=== Data extracts ===

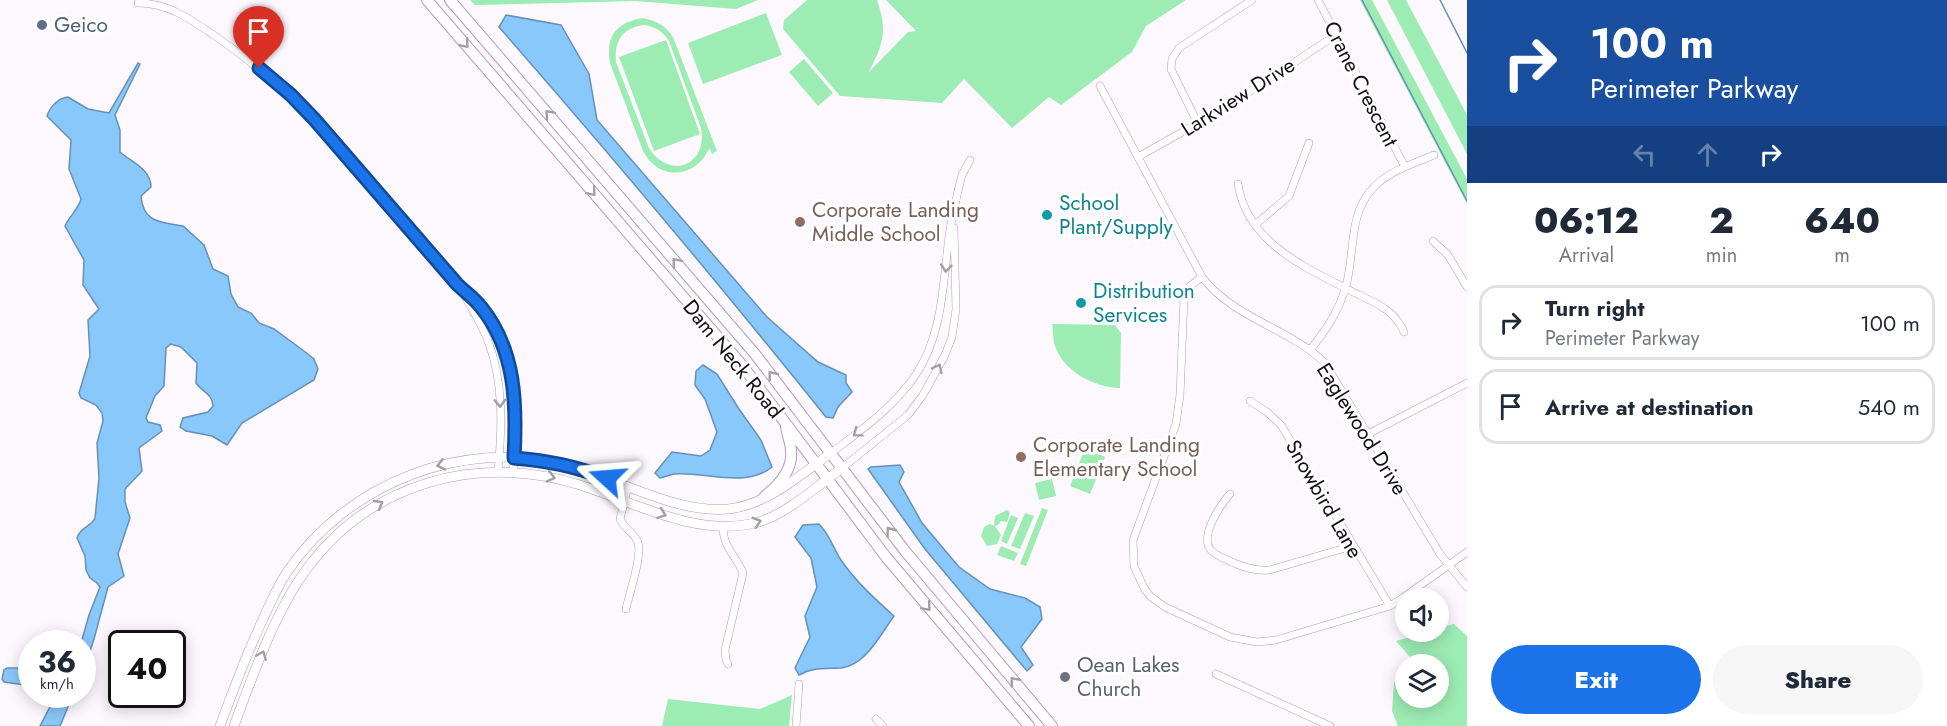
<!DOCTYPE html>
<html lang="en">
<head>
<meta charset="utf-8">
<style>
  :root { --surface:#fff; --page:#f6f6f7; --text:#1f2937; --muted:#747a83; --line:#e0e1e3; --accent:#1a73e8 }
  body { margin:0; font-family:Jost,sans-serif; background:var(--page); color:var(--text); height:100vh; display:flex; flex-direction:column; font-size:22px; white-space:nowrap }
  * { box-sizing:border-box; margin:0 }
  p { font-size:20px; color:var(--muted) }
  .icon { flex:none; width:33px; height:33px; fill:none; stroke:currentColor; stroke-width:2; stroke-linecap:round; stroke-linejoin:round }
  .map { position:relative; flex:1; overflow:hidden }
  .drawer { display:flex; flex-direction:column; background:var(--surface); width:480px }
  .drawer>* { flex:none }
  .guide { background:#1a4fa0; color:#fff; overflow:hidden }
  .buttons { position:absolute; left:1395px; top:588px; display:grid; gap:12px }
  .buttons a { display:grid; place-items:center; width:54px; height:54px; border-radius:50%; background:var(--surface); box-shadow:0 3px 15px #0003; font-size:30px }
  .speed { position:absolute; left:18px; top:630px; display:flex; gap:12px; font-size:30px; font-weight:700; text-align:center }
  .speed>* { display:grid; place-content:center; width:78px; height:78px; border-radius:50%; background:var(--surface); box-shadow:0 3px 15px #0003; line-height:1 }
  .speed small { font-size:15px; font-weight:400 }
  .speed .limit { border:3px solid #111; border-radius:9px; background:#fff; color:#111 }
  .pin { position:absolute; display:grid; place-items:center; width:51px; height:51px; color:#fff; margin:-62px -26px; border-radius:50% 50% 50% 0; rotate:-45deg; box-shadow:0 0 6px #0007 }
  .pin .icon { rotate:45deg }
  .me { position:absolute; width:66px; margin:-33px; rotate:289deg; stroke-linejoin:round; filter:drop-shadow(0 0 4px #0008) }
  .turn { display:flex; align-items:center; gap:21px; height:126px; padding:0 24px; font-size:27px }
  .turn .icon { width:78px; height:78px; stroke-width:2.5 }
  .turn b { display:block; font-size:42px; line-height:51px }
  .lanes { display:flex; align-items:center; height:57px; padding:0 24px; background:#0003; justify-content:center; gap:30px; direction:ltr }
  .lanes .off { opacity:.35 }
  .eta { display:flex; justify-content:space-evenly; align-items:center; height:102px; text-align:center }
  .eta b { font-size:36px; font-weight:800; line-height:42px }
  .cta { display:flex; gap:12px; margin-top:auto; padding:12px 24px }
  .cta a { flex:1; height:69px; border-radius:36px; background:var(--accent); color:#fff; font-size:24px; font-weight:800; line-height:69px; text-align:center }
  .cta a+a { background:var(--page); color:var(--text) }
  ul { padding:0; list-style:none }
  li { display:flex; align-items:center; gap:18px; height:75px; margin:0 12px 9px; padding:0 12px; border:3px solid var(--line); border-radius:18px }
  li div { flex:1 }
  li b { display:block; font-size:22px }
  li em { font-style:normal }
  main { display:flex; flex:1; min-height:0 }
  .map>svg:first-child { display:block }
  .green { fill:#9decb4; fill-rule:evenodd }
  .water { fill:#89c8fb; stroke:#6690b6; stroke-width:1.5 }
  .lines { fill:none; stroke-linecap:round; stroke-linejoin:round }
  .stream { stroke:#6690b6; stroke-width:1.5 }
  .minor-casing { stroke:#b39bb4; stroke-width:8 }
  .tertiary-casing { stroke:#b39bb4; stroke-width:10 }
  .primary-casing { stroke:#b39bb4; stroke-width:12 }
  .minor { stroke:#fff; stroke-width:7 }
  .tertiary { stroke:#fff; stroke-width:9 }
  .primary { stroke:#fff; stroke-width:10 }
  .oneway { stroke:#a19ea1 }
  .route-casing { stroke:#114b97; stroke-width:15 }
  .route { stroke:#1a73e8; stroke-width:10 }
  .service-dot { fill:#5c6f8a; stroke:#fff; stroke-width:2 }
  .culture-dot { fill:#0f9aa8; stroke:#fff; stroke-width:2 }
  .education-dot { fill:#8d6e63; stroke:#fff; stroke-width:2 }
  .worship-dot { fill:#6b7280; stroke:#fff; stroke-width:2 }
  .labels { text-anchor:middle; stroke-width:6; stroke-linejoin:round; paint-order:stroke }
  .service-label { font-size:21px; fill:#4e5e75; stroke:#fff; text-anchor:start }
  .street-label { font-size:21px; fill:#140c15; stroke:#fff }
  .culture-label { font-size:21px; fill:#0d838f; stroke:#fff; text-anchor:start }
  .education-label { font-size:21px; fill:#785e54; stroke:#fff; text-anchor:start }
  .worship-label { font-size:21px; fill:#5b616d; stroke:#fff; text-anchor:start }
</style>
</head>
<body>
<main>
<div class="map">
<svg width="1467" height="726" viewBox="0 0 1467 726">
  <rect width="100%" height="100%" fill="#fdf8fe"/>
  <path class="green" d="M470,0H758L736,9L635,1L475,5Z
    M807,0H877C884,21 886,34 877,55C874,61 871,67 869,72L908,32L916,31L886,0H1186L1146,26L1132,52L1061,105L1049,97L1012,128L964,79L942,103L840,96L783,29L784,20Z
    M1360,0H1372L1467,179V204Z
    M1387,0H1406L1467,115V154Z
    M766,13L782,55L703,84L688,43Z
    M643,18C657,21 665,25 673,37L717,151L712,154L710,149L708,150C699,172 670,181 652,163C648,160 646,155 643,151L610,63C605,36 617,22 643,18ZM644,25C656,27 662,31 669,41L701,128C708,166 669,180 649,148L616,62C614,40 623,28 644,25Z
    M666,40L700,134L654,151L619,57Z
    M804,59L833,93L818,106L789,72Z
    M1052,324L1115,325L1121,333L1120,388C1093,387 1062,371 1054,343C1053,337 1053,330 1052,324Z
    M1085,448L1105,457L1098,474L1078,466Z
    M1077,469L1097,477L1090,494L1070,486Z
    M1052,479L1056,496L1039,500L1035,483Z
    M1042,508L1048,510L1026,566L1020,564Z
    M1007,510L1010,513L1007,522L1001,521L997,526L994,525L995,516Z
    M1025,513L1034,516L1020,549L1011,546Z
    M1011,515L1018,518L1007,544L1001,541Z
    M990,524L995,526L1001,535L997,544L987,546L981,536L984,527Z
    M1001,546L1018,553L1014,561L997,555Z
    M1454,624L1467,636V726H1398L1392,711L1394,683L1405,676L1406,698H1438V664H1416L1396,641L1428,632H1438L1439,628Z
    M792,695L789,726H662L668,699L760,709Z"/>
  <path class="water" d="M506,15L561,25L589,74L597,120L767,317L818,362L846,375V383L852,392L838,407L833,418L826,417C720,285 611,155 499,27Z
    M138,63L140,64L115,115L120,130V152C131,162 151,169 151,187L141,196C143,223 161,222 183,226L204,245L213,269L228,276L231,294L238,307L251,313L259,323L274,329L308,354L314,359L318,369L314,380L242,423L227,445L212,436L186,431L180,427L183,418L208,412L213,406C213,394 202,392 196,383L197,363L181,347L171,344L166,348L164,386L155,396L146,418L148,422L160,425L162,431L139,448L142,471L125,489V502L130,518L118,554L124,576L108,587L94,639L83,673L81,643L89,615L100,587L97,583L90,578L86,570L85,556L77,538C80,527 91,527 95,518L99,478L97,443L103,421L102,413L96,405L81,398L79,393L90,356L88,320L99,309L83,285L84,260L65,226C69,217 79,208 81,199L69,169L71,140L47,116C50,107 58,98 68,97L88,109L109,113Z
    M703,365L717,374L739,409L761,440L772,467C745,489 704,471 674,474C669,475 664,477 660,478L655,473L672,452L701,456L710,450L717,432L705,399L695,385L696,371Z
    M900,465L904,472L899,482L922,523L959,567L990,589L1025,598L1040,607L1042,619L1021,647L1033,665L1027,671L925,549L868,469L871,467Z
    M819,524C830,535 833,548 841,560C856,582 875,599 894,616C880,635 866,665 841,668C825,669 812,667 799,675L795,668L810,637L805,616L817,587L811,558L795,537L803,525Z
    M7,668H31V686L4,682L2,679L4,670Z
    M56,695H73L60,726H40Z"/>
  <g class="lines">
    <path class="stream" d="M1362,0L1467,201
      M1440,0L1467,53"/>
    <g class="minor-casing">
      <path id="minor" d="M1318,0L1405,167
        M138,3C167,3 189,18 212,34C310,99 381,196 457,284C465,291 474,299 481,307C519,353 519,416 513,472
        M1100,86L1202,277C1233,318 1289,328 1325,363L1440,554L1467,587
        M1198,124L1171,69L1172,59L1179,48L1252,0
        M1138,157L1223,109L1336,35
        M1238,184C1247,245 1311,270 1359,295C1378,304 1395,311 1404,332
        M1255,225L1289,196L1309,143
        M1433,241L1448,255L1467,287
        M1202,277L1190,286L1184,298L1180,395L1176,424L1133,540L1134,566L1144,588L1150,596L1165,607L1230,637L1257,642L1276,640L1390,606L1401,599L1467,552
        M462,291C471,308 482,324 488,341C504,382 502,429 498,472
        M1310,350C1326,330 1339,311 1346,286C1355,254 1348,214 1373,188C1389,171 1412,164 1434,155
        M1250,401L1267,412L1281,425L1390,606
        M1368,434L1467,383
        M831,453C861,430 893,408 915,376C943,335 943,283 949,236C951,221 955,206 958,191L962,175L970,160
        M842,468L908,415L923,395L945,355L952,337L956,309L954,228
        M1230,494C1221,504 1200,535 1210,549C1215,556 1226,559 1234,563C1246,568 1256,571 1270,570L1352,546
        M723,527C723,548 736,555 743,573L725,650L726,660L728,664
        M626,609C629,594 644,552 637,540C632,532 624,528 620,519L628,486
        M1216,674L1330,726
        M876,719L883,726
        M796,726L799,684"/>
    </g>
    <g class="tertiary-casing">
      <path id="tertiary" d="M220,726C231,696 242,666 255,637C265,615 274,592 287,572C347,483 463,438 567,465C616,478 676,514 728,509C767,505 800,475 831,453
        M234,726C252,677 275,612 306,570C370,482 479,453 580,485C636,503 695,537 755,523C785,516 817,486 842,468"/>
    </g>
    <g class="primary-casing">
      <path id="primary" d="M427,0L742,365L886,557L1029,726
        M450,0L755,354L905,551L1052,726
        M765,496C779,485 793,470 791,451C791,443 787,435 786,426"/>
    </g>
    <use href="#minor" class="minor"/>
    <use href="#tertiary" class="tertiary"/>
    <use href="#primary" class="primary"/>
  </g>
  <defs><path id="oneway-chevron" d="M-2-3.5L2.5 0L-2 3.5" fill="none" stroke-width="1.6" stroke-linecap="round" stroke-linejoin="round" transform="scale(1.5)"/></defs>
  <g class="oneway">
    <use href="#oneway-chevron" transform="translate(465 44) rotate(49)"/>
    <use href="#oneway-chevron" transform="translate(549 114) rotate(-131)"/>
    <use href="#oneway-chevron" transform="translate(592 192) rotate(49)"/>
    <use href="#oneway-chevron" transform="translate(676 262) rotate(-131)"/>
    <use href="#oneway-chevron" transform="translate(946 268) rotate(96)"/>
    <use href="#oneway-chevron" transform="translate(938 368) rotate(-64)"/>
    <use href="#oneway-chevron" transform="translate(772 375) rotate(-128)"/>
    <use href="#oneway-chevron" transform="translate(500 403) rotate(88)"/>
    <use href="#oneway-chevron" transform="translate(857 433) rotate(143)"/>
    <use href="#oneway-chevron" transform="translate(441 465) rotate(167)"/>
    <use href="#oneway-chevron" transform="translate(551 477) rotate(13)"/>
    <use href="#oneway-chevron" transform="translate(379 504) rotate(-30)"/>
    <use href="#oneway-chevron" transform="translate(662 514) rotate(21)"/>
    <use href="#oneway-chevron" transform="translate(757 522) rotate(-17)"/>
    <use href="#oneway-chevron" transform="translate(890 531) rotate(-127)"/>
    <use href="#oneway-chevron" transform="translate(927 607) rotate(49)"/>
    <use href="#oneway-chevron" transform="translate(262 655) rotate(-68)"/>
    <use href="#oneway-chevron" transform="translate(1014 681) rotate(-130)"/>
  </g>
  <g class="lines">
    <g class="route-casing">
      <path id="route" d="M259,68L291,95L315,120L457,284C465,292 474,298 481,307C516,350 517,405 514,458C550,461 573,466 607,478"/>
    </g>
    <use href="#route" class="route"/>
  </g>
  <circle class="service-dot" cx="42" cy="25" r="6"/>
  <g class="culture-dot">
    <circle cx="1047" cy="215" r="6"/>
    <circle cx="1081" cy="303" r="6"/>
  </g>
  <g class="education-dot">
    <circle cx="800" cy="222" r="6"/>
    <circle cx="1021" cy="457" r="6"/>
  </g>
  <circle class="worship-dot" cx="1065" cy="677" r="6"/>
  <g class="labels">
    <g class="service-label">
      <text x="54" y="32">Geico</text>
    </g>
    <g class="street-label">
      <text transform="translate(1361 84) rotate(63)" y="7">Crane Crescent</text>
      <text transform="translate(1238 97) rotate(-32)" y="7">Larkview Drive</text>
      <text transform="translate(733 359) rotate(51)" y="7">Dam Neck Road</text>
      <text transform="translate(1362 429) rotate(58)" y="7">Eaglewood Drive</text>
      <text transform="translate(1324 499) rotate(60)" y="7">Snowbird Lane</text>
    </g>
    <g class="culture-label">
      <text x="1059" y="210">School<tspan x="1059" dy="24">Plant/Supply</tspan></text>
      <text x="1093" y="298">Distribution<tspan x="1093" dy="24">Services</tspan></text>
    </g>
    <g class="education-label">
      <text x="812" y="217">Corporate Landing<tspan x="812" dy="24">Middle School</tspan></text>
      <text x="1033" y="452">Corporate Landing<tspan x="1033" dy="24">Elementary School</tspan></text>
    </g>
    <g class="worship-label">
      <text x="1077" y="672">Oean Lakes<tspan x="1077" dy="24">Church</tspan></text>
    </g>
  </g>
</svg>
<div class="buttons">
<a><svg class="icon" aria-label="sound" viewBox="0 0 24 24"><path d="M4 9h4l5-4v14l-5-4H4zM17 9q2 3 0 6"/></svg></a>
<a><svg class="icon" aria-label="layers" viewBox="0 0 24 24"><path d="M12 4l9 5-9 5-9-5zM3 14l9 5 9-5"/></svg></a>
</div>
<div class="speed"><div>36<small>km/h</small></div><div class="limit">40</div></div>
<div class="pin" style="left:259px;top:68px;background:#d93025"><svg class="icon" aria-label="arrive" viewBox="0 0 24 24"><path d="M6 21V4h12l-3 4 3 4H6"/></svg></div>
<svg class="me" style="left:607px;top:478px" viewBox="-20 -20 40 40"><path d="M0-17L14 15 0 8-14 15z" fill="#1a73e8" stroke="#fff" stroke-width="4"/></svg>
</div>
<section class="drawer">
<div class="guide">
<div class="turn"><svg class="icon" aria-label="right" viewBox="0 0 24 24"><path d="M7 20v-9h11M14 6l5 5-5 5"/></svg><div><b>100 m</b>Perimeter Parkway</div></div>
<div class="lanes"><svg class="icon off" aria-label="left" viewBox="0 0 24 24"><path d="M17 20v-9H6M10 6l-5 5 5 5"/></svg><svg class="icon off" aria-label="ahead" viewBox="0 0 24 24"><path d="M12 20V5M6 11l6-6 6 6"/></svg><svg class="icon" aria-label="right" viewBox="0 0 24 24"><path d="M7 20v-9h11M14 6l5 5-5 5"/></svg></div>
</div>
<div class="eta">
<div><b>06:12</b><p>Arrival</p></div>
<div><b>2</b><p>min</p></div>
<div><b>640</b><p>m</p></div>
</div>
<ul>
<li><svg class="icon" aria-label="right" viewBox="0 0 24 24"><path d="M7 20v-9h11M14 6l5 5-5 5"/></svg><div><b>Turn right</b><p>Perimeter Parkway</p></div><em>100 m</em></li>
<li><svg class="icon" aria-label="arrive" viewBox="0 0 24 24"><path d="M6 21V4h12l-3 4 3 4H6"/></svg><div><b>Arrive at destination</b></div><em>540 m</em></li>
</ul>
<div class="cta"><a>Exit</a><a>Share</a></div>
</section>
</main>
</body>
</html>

===

_Work item_:
Out of the data above, return each line where the word "small" can be found.

_Exercise solution_:
  .speed small { font-size:15px; font-weight:400 }
<div class="speed"><div>36<small>km/h</small></div><div class="limit">40</div></div>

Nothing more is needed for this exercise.